> Exercise objective
Every record should be copied exactly, and the images omitted.
(Data records)
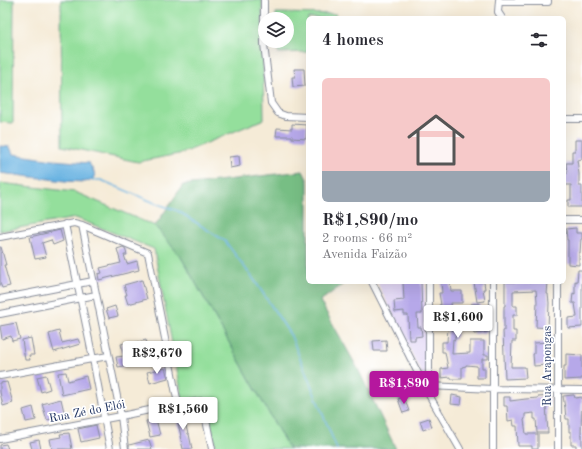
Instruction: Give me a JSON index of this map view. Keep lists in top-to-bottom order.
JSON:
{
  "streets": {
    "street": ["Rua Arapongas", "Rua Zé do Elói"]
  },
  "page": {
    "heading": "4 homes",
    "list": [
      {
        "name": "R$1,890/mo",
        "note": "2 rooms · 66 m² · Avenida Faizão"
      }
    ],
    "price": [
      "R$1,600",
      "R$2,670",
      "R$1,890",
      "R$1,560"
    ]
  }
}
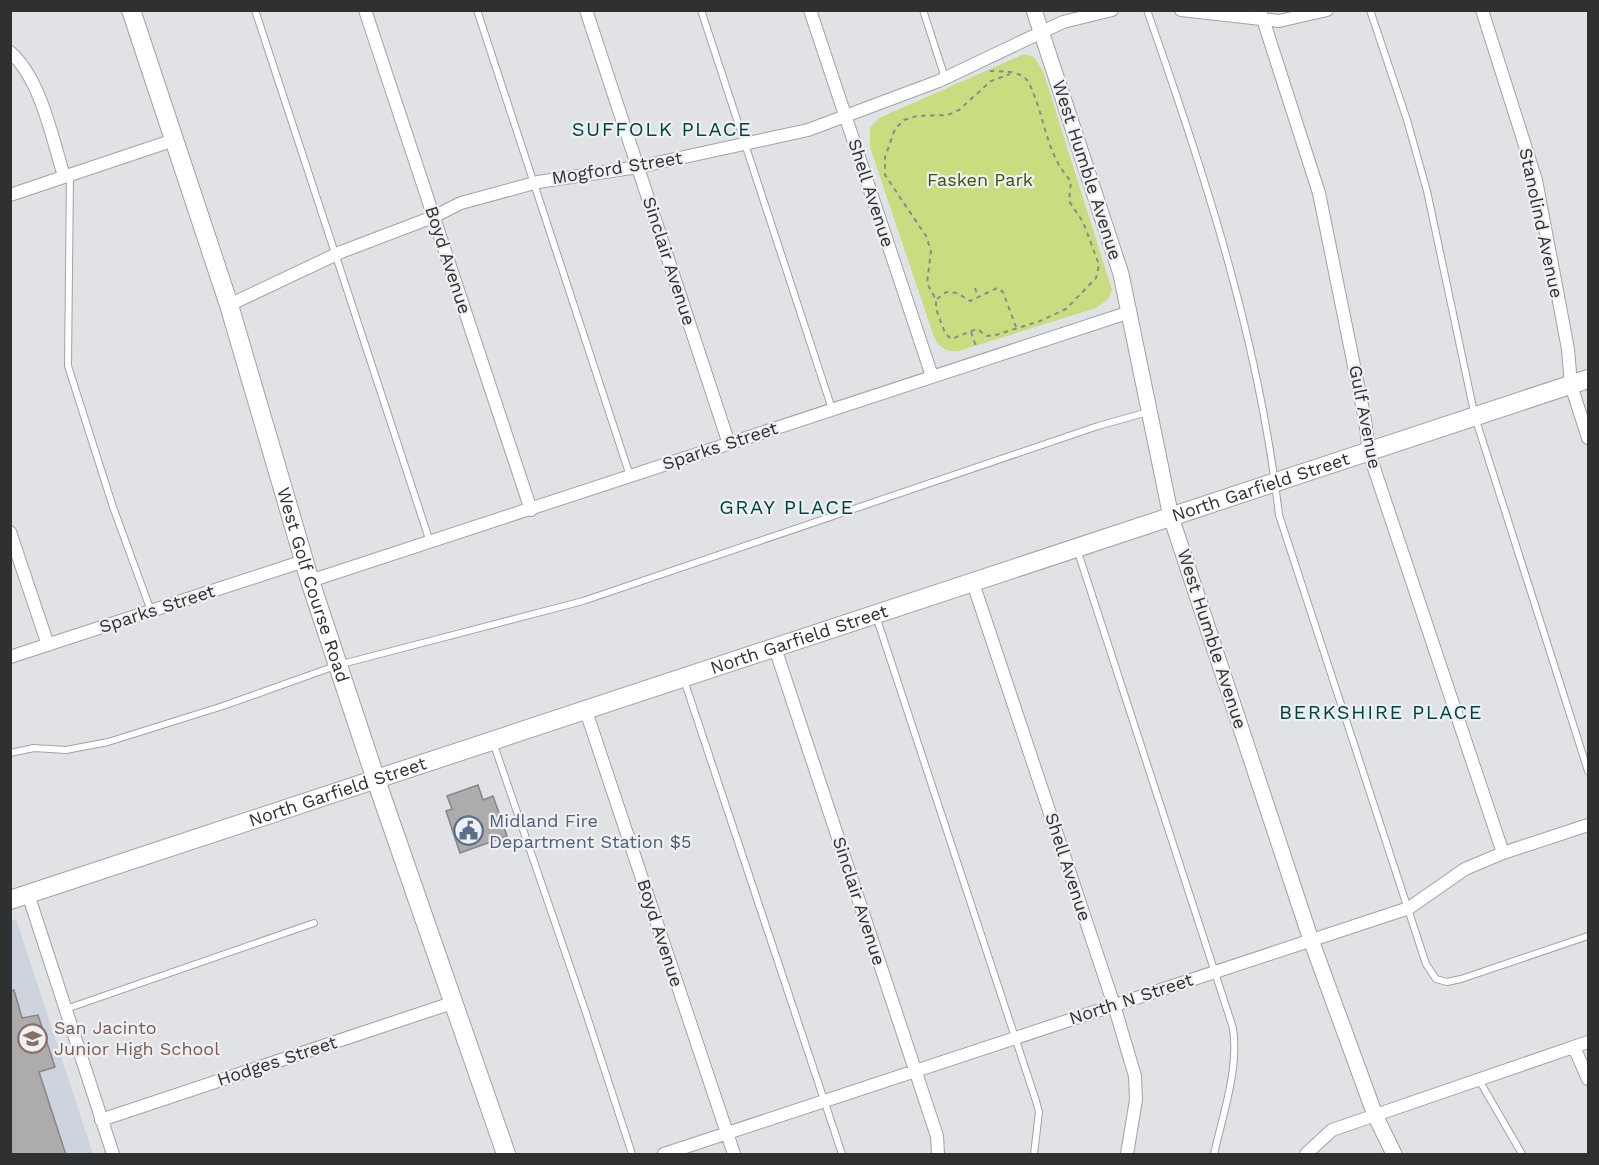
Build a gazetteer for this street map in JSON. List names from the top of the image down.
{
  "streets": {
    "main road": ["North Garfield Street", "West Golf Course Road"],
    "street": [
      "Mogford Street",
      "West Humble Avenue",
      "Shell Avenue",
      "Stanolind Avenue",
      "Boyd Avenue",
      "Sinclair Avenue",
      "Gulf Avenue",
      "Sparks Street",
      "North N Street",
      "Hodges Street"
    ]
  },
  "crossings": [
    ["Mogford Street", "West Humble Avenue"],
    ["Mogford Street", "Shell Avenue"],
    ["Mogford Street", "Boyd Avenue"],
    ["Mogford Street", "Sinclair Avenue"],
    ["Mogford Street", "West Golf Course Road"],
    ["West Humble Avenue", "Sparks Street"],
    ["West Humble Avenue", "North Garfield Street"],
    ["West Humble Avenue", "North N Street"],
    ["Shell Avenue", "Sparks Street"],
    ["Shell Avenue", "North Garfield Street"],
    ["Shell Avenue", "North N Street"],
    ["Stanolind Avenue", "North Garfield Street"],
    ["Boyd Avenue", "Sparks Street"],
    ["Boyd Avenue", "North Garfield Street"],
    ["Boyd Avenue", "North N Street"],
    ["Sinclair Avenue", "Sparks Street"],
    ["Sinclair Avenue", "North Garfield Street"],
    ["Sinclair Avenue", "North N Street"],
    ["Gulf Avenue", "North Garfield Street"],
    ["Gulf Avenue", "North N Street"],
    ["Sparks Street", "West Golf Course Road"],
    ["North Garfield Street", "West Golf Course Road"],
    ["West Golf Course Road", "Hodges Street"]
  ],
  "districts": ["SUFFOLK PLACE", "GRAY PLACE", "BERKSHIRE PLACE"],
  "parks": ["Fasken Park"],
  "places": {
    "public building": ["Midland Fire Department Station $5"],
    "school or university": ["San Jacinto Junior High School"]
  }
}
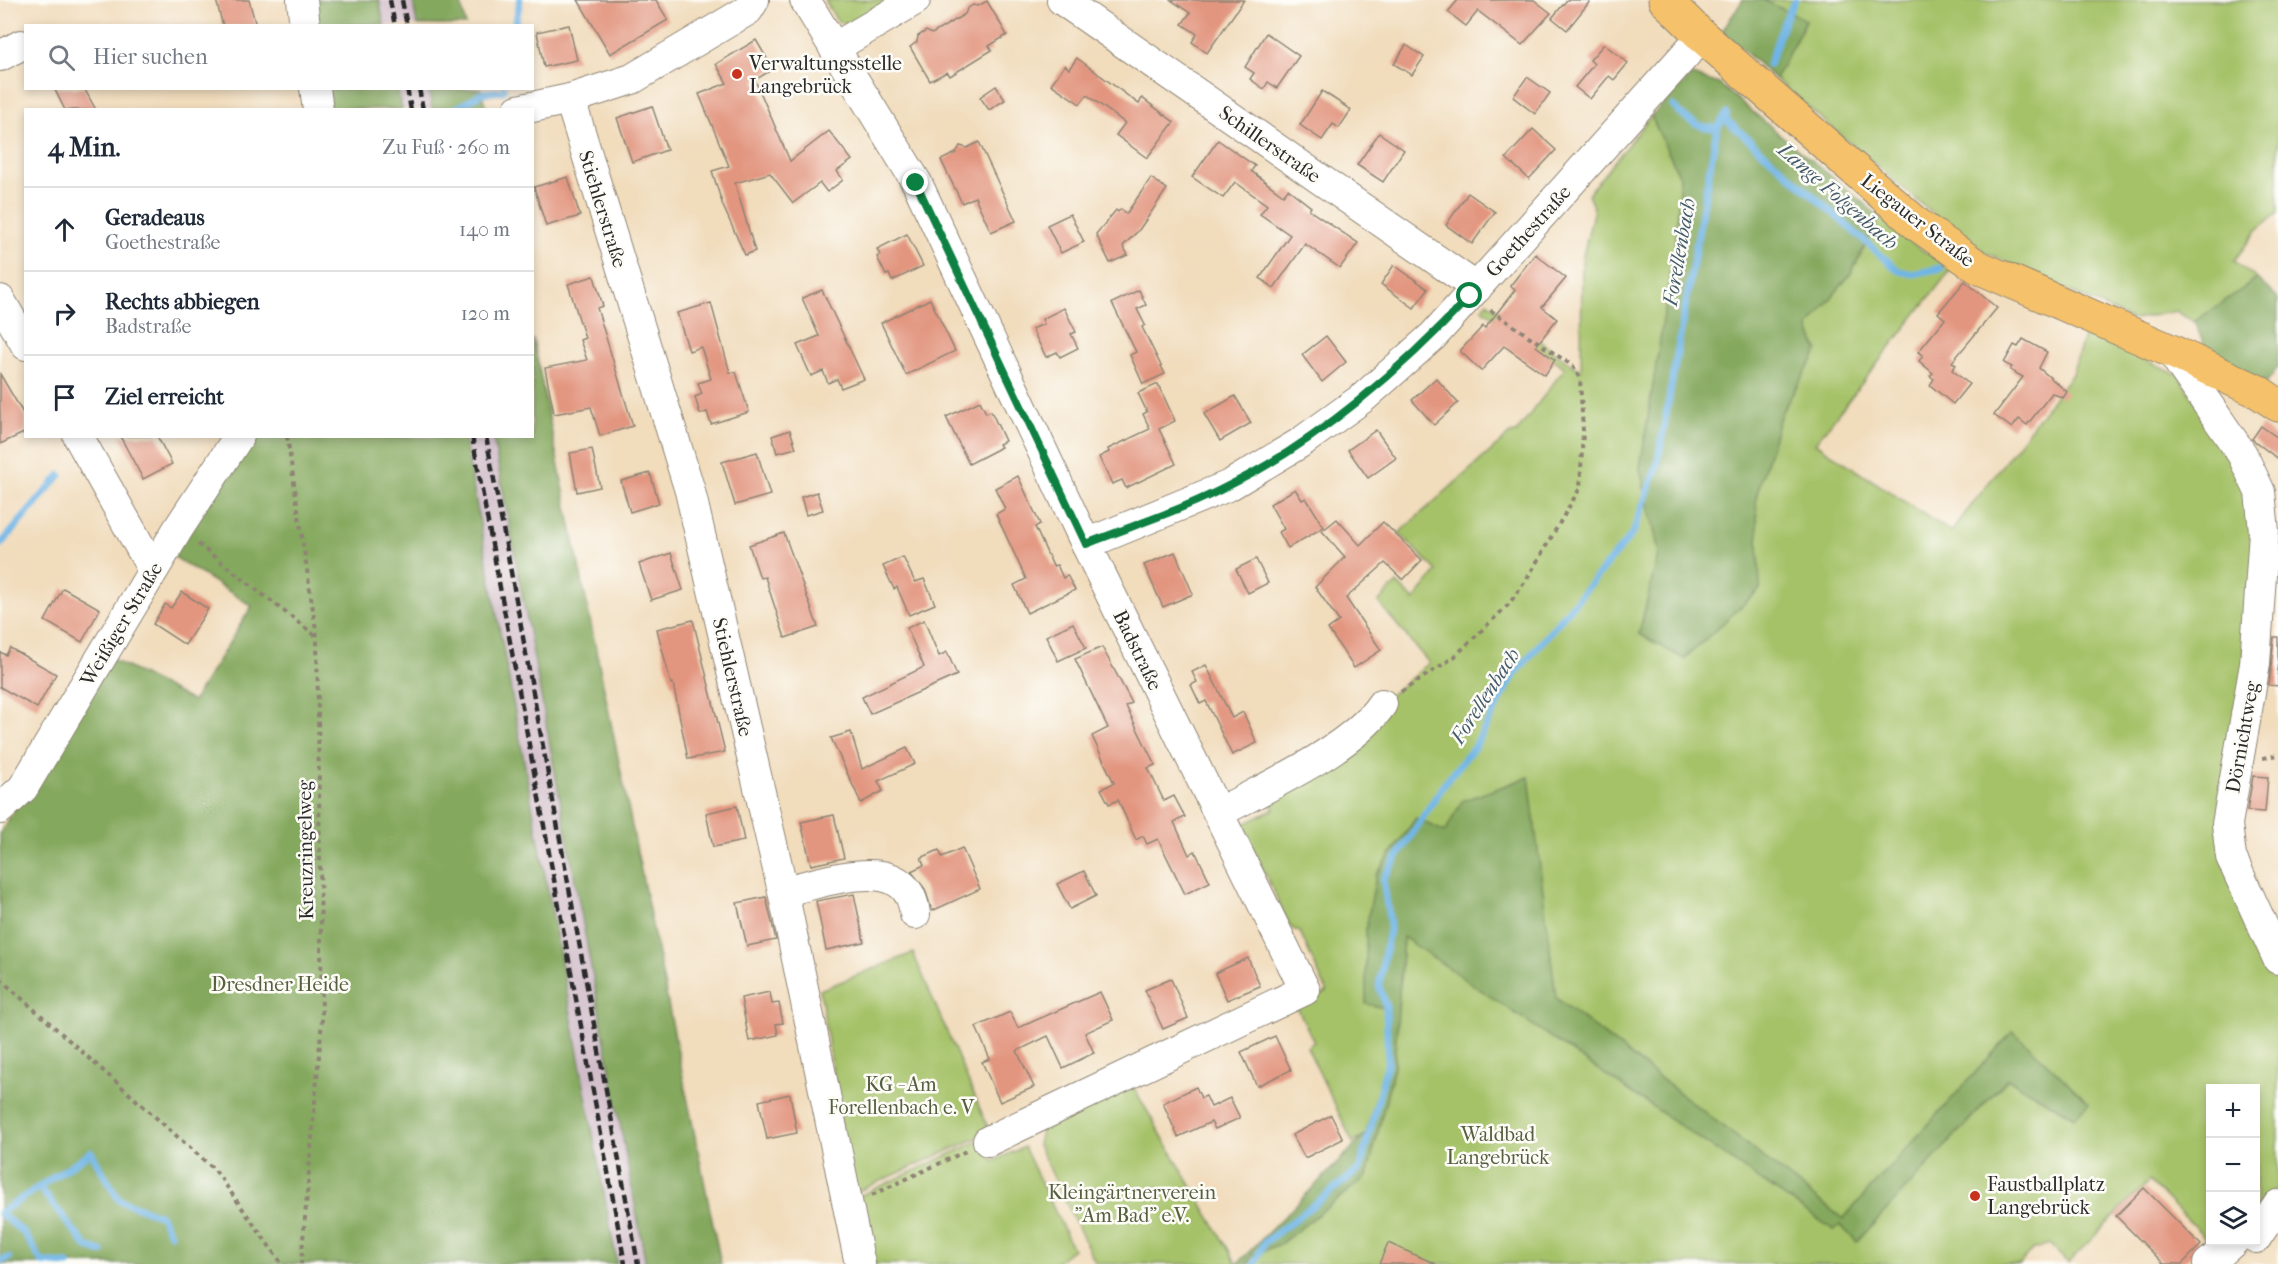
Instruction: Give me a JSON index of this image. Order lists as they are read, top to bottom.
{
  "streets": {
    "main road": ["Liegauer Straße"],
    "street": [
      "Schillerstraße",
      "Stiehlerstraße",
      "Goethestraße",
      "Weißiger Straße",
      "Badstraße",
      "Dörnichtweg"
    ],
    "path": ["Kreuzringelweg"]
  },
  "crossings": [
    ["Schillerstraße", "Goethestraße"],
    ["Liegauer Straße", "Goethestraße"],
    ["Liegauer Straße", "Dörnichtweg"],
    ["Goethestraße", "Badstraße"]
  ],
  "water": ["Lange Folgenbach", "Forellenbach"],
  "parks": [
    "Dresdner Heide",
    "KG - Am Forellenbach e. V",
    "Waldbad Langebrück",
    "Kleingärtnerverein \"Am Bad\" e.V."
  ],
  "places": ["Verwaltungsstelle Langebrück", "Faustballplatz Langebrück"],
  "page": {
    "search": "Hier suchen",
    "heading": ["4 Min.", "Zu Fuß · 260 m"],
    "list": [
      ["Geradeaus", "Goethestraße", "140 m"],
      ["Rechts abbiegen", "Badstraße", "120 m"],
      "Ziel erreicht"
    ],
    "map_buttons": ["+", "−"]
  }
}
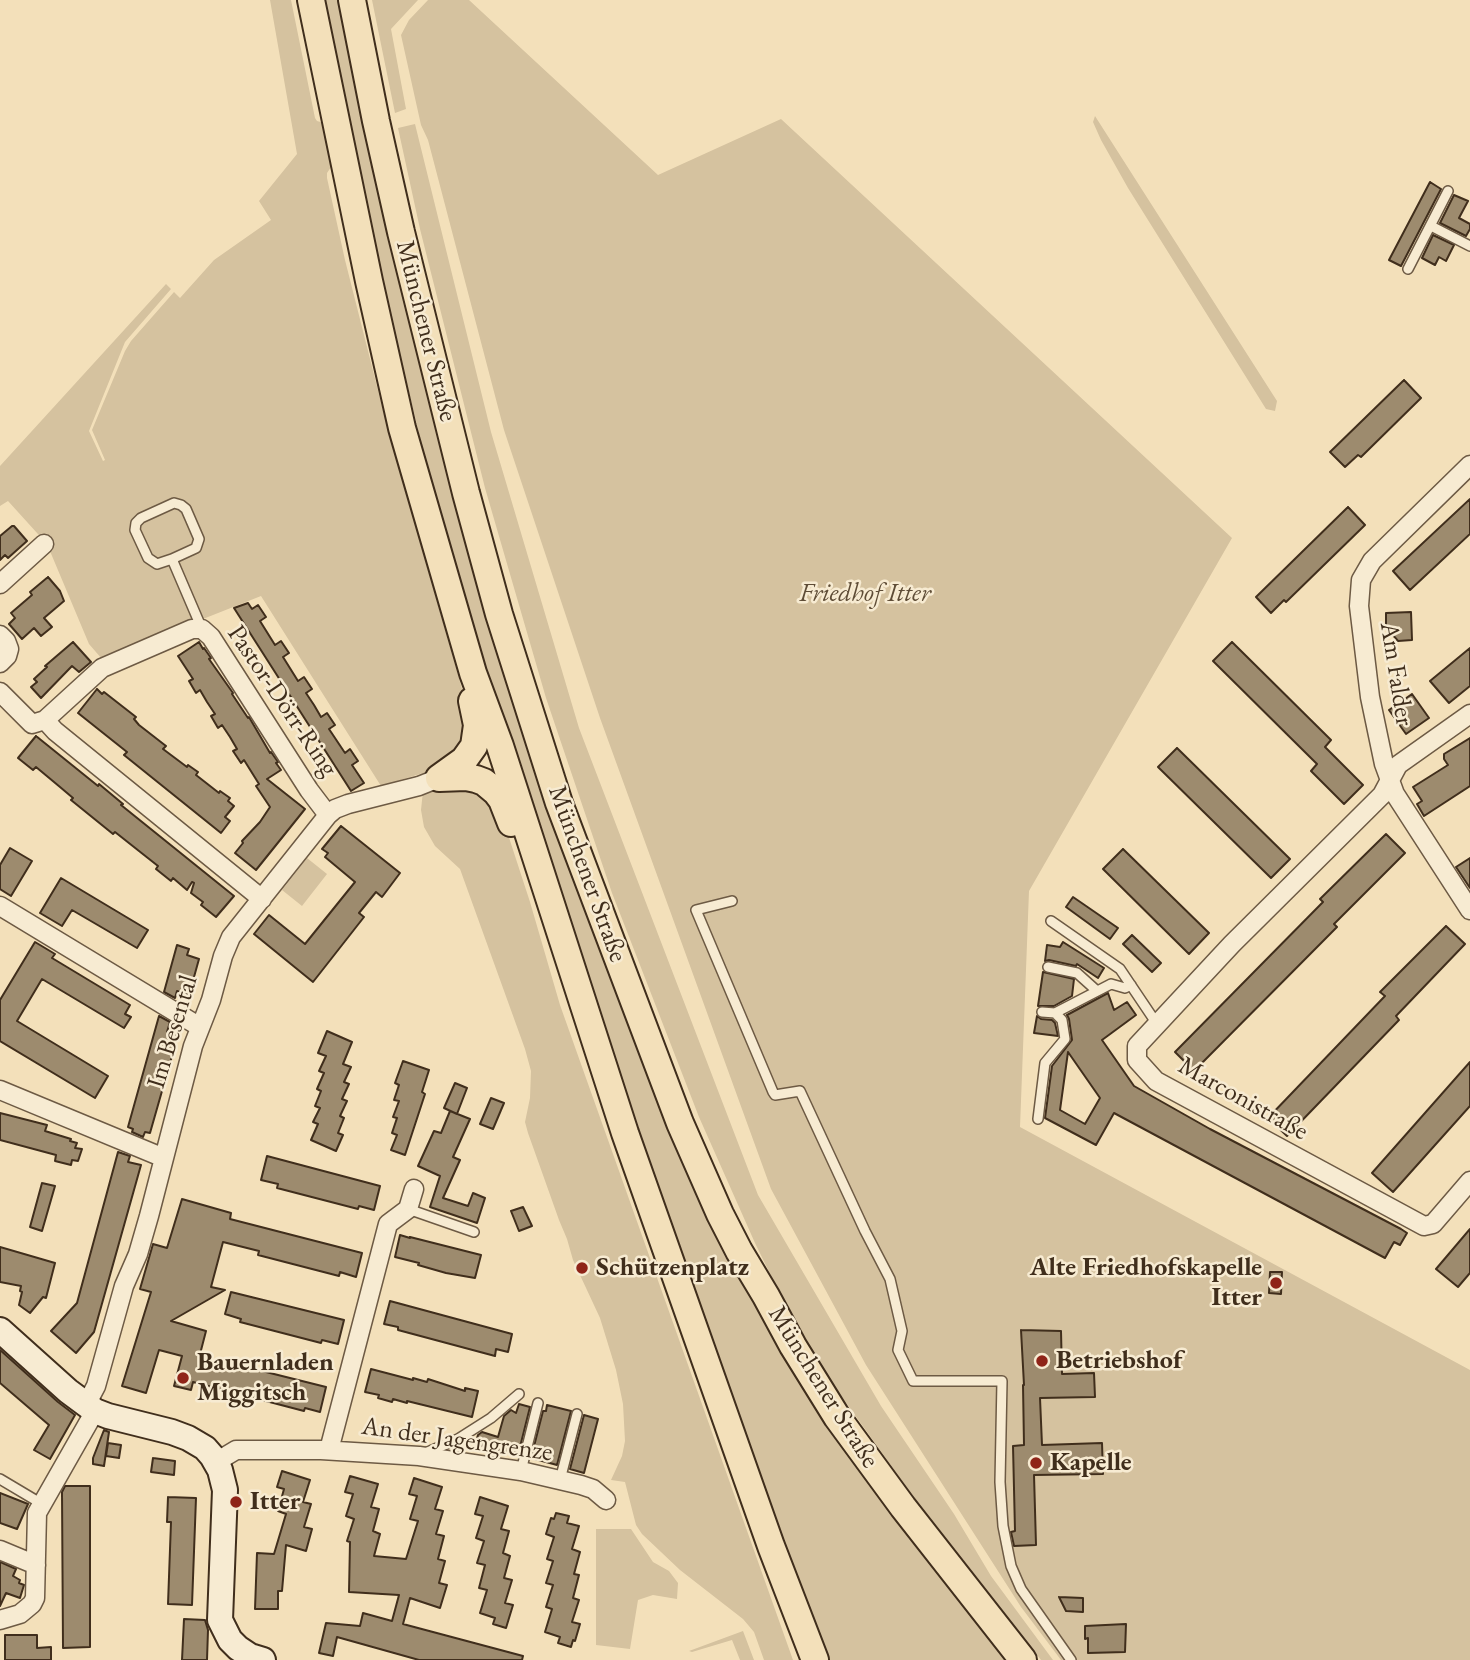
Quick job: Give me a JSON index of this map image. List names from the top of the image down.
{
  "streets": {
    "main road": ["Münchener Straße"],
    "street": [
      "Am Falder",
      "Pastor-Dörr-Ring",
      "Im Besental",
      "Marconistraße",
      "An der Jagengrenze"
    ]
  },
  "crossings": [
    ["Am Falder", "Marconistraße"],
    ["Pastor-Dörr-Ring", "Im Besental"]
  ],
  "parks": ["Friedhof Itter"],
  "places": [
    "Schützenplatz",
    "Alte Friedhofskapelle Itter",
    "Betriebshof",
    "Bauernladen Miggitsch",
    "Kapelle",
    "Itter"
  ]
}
(End Data records)
> Response to the task
Instruction: Give me a JSON index of this map view. Keep lists in top-to-bottom order.
JSON:
{
  "streets": {
    "street": ["Rua Arapongas", "Rua Zé do Elói"]
  },
  "page": {
    "heading": "4 homes",
    "list": [
      {
        "name": "R$1,890/mo",
        "note": "2 rooms · 66 m² · Avenida Faizão"
      }
    ],
    "price": [
      "R$1,600",
      "R$2,670",
      "R$1,890",
      "R$1,560"
    ]
  }
}
Build a gazetteer for this street map in JSON. List names from the top of the image down.
{
  "streets": {
    "main road": ["North Garfield Street", "West Golf Course Road"],
    "street": [
      "Mogford Street",
      "West Humble Avenue",
      "Shell Avenue",
      "Stanolind Avenue",
      "Boyd Avenue",
      "Sinclair Avenue",
      "Gulf Avenue",
      "Sparks Street",
      "North N Street",
      "Hodges Street"
    ]
  },
  "crossings": [
    ["Mogford Street", "West Humble Avenue"],
    ["Mogford Street", "Shell Avenue"],
    ["Mogford Street", "Boyd Avenue"],
    ["Mogford Street", "Sinclair Avenue"],
    ["Mogford Street", "West Golf Course Road"],
    ["West Humble Avenue", "Sparks Street"],
    ["West Humble Avenue", "North Garfield Street"],
    ["West Humble Avenue", "North N Street"],
    ["Shell Avenue", "Sparks Street"],
    ["Shell Avenue", "North Garfield Street"],
    ["Shell Avenue", "North N Street"],
    ["Stanolind Avenue", "North Garfield Street"],
    ["Boyd Avenue", "Sparks Street"],
    ["Boyd Avenue", "North Garfield Street"],
    ["Boyd Avenue", "North N Street"],
    ["Sinclair Avenue", "Sparks Street"],
    ["Sinclair Avenue", "North Garfield Street"],
    ["Sinclair Avenue", "North N Street"],
    ["Gulf Avenue", "North Garfield Street"],
    ["Gulf Avenue", "North N Street"],
    ["Sparks Street", "West Golf Course Road"],
    ["North Garfield Street", "West Golf Course Road"],
    ["West Golf Course Road", "Hodges Street"]
  ],
  "districts": ["SUFFOLK PLACE", "GRAY PLACE", "BERKSHIRE PLACE"],
  "parks": ["Fasken Park"],
  "places": {
    "public building": ["Midland Fire Department Station $5"],
    "school or university": ["San Jacinto Junior High School"]
  }
}
Instruction: Give me a JSON index of this image. Order lists as they are read, top to bottom.
{
  "streets": {
    "main road": ["Liegauer Straße"],
    "street": [
      "Schillerstraße",
      "Stiehlerstraße",
      "Goethestraße",
      "Weißiger Straße",
      "Badstraße",
      "Dörnichtweg"
    ],
    "path": ["Kreuzringelweg"]
  },
  "crossings": [
    ["Schillerstraße", "Goethestraße"],
    ["Liegauer Straße", "Goethestraße"],
    ["Liegauer Straße", "Dörnichtweg"],
    ["Goethestraße", "Badstraße"]
  ],
  "water": ["Lange Folgenbach", "Forellenbach"],
  "parks": [
    "Dresdner Heide",
    "KG - Am Forellenbach e. V",
    "Waldbad Langebrück",
    "Kleingärtnerverein \"Am Bad\" e.V."
  ],
  "places": ["Verwaltungsstelle Langebrück", "Faustballplatz Langebrück"],
  "page": {
    "search": "Hier suchen",
    "heading": ["4 Min.", "Zu Fuß · 260 m"],
    "list": [
      ["Geradeaus", "Goethestraße", "140 m"],
      ["Rechts abbiegen", "Badstraße", "120 m"],
      "Ziel erreicht"
    ],
    "map_buttons": ["+", "−"]
  }
}
Quick job: Give me a JSON index of this map image. List names from the top of the image down.
{
  "streets": {
    "main road": ["Münchener Straße"],
    "street": [
      "Am Falder",
      "Pastor-Dörr-Ring",
      "Im Besental",
      "Marconistraße",
      "An der Jagengrenze"
    ]
  },
  "crossings": [
    ["Am Falder", "Marconistraße"],
    ["Pastor-Dörr-Ring", "Im Besental"]
  ],
  "parks": ["Friedhof Itter"],
  "places": [
    "Schützenplatz",
    "Alte Friedhofskapelle Itter",
    "Betriebshof",
    "Bauernladen Miggitsch",
    "Kapelle",
    "Itter"
  ]
}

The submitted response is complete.